Study finds whole grains as a group reduce type 2 diabetes risk substantially over white rice

TUESDAY, June 15 (HealthDay News) -- Substituting brown rice, or other whole grains, for white rice in a person's diet can lower their risk for type 2 diabetes, according to research published in the June 14 issue of the Archives of Internal Medicine.

Qi Sun, M.D., of the Harvard School of Public Health in Boston, and colleagues combined cohorts from three previous studies, totaling 39,765 men and 157,463 women. The subjects were stratified by amount of white and brown rice consumed and followed for the incidence of type 2 diabetes.

Adjusting for age as well as lifestyle and dietary risk factors, the researchers found that higher intake of white rice (five or more servings per week versus less than one serving per month) was associated with higher type 2 diabetes risk (relative risk, 1.17) while high brown rice intake (two or more servings per week versus less than one per month) was associated with lower risk (relative risk, 0.89). They calculated that replacing 50 g/d (uncooked) intake of white rice with brown rice would lower type 2 diabetes risk by 16 percent.
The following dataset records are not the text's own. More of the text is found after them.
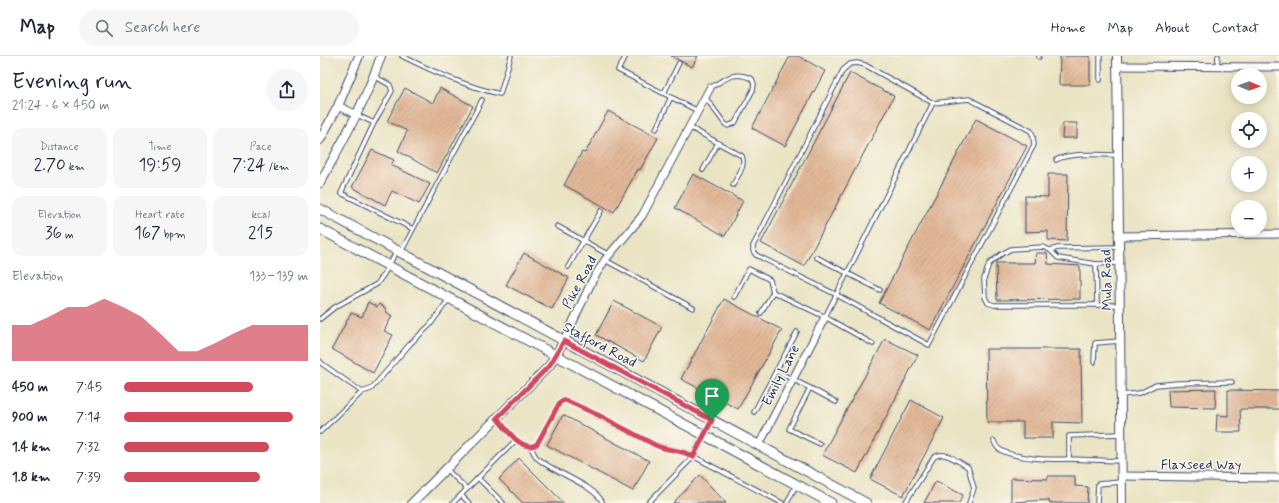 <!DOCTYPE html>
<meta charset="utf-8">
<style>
:root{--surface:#fff;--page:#f6f6f7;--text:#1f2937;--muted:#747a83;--line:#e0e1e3;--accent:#d1495b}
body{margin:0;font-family:Mynerve,sans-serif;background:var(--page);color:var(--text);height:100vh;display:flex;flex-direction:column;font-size:15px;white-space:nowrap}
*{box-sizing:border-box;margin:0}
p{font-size:13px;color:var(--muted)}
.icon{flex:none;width:22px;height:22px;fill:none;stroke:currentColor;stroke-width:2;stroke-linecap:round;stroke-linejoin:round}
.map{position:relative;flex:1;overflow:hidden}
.side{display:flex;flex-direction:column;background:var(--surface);width:320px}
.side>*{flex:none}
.needle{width:26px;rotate:91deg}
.buttons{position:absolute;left:911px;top:12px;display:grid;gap:8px}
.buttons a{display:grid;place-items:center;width:36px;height:36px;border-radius:50%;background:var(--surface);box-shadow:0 2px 10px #0003;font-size:20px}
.pin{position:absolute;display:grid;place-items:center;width:34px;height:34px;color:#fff;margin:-41px -17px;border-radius:50% 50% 50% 0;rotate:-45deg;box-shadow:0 0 4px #0007}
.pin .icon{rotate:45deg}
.round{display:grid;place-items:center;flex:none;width:42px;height:42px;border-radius:21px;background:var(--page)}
.head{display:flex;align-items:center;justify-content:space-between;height:68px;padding:0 12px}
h1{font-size:22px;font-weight:600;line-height:30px}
.figures{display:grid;grid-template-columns:repeat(3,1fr);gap:6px;height:68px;padding:4px 12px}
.figures div{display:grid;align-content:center;border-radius:10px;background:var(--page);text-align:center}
.figures b{font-size:17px;font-weight:600}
.figures small{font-size:11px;font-weight:400}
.figures p{font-size:11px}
.chart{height:112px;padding:8px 12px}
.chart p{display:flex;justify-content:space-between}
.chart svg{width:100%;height:72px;margin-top:4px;fill:var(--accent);opacity:.7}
ul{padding:0 12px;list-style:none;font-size:13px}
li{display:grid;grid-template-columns:64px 48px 1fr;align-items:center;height:30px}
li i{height:10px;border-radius:5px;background:var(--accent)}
header{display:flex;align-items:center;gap:24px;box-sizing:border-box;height:56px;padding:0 20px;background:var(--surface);border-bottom:1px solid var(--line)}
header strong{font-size:19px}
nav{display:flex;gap:22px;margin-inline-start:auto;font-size:14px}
.search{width:280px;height:36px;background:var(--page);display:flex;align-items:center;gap:10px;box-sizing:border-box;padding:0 14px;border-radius:22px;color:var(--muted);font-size:15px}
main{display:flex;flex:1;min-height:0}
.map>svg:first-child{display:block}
.building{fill:url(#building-hatch)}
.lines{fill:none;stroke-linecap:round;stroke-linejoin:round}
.service-casing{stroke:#3a4a6d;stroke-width:5.5}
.minor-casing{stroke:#3a4a6d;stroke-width:9}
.tertiary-casing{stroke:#3a4a6d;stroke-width:10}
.secondary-casing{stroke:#3a4a6d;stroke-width:11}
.service{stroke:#fff;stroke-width:3.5}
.minor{stroke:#fff;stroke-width:7}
.tertiary{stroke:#fff;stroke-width:8}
.secondary{stroke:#fff;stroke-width:9}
.route-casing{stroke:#fff;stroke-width:8}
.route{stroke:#d1495b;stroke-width:5}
.labels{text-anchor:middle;stroke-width:3;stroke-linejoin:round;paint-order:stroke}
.street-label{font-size:14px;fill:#1b2f5e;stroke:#fbf7ec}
</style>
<header>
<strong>Map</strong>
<div class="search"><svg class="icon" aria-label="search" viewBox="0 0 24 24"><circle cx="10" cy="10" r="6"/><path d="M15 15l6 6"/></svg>Search here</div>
<nav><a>Home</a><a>Map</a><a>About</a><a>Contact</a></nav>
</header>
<main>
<section class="side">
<div class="head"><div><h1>Evening run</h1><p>21:24 · 6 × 450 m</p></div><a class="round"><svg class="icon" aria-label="share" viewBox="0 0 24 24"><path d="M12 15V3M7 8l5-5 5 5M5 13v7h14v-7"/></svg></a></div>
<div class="figures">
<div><p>Distance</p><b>2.70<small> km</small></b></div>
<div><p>Time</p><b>19:59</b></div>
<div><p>Pace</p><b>7:24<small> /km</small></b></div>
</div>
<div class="figures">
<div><p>Elevation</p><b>36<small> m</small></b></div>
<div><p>Heart rate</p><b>167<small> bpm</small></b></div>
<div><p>kcal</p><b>215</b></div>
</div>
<div class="chart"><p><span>Elevation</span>133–139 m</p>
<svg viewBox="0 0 160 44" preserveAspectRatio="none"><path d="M0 44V22L10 22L20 17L30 11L40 11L50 6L60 11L70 17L80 27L90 38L100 38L110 33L120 27L130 22L140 22L150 22L160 22V44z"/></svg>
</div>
<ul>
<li><b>450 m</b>7:45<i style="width:70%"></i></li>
<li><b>900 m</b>7:14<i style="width:92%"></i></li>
<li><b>1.4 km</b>7:32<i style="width:79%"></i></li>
<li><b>1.8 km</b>7:39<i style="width:74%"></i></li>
</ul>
</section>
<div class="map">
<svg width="959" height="447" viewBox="0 0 959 447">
<defs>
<pattern id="building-hatch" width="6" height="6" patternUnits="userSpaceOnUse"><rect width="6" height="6" fill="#e2b897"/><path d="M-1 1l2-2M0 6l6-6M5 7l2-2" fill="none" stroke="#c19e85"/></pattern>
</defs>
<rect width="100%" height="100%" fill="#fbf7ec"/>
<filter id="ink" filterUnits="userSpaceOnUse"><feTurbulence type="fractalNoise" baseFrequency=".025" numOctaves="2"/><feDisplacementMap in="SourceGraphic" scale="8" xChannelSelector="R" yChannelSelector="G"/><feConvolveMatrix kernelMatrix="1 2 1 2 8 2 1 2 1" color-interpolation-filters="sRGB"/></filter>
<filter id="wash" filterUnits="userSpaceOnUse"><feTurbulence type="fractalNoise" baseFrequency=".012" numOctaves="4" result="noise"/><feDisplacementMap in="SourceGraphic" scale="16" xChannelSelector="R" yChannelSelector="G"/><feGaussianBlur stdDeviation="0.9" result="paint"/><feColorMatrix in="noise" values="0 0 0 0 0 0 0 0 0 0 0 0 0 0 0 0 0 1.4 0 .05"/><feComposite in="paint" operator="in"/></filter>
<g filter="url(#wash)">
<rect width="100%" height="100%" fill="#eae4c4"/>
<g id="blocks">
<g class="building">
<polygon points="351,0 378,0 372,11"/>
<polygon points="470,0 478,0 505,15 465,90 432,72"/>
<polygon points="740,0 770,0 770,29 739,29"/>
<polygon points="530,17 574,40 484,210 441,187"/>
<polygon points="85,32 113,47 120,32 153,50 117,117 78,95 87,75 67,65"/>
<polygon points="288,55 338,82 320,114 318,113 294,156 244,129 262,96 265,97"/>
<polygon points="656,63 707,90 610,274 559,247"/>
<polygon points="743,67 757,67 757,82 742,82"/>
<polygon points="52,94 74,104 71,109 110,128 99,148 72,135 65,149 32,131"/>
<polygon points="373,118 423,145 405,180 355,152"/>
<polygon points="728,118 748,118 747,185 728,184 728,175 705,176 705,140 728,141"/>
<polygon points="204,197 249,222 232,253 186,229"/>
<polygon points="716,197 727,197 728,208 760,210 760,243 677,244 676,207 715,207"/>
<polygon points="404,243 462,274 418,353 361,323"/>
<polygon points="294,245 342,271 324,305 276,279"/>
<polygon points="48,246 57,251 59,248 66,253 65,255 72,260 64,275 73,279 53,317 12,293 31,257 42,261"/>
<polygon points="565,283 598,299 537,417 502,399"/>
<polygon points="666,293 761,293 762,367 733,366 733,382 703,382 703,366 667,366"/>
<polygon points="896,333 895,352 849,351 848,334"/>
<polygon points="908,334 959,335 959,353 920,353 921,376 896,376 897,359 908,360"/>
<polygon points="591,344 624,362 583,440 550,423"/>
<polygon points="243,359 329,405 313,435 227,389"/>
<polygon points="199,402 244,447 203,447 179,423"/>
<polygon points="380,419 406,447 353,447"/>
<polygon points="728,420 755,420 755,430 768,431 767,447 729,447 729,444 691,446 691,422 728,423"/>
<polygon points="616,425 643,439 639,447 604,447"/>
</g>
</g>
</g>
<g filter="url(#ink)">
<use href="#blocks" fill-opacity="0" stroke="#3a4a6d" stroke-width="1"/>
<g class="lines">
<g class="service-casing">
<g id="service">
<path d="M82,0C114,16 145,30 180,38L191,0"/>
<polyline points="306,0 298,14 378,55"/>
<polyline points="719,1 719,0"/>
<polygon points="537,7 545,9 613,47 649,43 711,75 713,80 714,89 609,289 515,238 436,199 433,195 433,190 523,14 530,8"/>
<polyline points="897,11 898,0"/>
<polyline points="780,24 780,0"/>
<polyline points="344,37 359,7"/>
<path d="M385,41L405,68L408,70L415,67L433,34L434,28L432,23C414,14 405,23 390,32"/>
<polyline points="37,59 54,67 72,35 70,29 54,20"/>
<polyline points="54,67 21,137 93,173"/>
<path d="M369,71L422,100C426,110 418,119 413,129"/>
<polyline points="336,73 351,41"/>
<path d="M736,104C751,96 780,99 798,99"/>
<polyline points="383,114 398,87"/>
<polyline points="237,170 289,199"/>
<polyline points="730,194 738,192 798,191"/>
<polyline points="81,196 162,44"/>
<polyline points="496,201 560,234"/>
<polyline points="285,204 373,252"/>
<polyline points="798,207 776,208 738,202 730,194 723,191 691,193 680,199 669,208 664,223 665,241 668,247 674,249 799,249"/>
<polyline points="776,208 777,249"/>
<polyline points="248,211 281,155"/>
<polyline points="414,241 429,213 450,224 453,236 505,261 553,288"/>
<polyline points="441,257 453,236"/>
<polyline points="505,261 613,47"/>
<polyline points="0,263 15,251 57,228 64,218 76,196"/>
<polyline points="477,276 456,315 490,332 469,373 500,388"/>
<polyline points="0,305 1,307 42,336 51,333 90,288 110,269 129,243"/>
<polyline points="774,306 775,287 800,285"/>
<polyline points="490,332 516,346"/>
<polyline points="802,339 820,337 836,329 858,327 912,326"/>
<polyline points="434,356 456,315"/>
<path d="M177,362C186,372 203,399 217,388L240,346L245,344L249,345L335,389L369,398L462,447"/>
<polyline points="0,376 42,336"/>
<polyline points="800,378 749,380 749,403 800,405"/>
<path d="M674,385C675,388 676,391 679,393C694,403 732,404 749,403"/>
<path d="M211,392C213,395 215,400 217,402C232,416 275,429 283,447"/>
<polyline points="126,413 147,433 196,384"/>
<polyline points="158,422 183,447"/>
<polyline points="141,439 149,447"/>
<polyline points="133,447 147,433"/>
<polyline points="328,447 373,401 383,380"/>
<polyline points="467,447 476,429"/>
<path d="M585,447L614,401C625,394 637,405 648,411L654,432L649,447"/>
<polyline points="777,447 778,428 801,426"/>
</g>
</g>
<g class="minor-casing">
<g id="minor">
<polyline points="797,10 959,11"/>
<polyline points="18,50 37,59"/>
<polyline points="798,180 959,178"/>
<polyline points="244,285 272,225 285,204 322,160 390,32"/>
<polyline points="439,389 505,261"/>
<polyline points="802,420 959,422"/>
</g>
</g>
<g class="tertiary-casing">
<g id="tertiary">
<polyline points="797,0 802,447"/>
<polyline points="0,84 18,50 39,0"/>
<path d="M0,127C22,86 46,45 61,0"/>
<polyline points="92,447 229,310 244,285"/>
</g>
</g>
<g class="secondary-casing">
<g id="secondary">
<polyline points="0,153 546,447"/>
<polyline points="0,173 511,447"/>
</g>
</g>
<use href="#service" class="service"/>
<use href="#minor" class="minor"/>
<use href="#tertiary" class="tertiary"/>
<use href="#secondary" class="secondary"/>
</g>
</g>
<g class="lines" filter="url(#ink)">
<g class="route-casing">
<path id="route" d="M244,285L392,364L373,401C362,393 347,395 335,389L278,359L245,344L240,346L217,388C202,398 186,372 177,362L229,310Z"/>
</g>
<use href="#route" class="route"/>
</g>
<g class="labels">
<g class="street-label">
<text transform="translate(786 224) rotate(-91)" y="5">Mula Road</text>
<text transform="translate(259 226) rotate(-62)" y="5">Pike Road</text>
<text transform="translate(280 288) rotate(28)" y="5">Stafford Road</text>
<text transform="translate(460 319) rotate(-63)" y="5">Emily Lane</text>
<text x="881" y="413">Flaxseed Way</text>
</g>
</g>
</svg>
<div class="buttons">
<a><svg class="needle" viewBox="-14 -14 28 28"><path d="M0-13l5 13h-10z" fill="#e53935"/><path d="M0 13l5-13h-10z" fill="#747a83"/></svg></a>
<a><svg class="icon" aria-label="locate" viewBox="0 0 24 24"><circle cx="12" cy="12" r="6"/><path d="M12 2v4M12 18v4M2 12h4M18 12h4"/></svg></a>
<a>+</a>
<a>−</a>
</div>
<div class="pin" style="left:392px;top:364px;background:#1e9e55"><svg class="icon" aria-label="arrive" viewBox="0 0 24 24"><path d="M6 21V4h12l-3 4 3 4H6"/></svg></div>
</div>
</main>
The same white rice replacement with whole grains (as a group) was linked to a 36 percent lower risk.

"Substitution of whole grains, including brown rice, for white rice may lower risk of type 2 diabetes. These data support the recommendation that most carbohydrate intake should come from whole grains rather than refined grains to help prevent type 2 diabetes," the authors write.

Sun is supported by a postdoctoral fellowship from Unilever Corporate Research.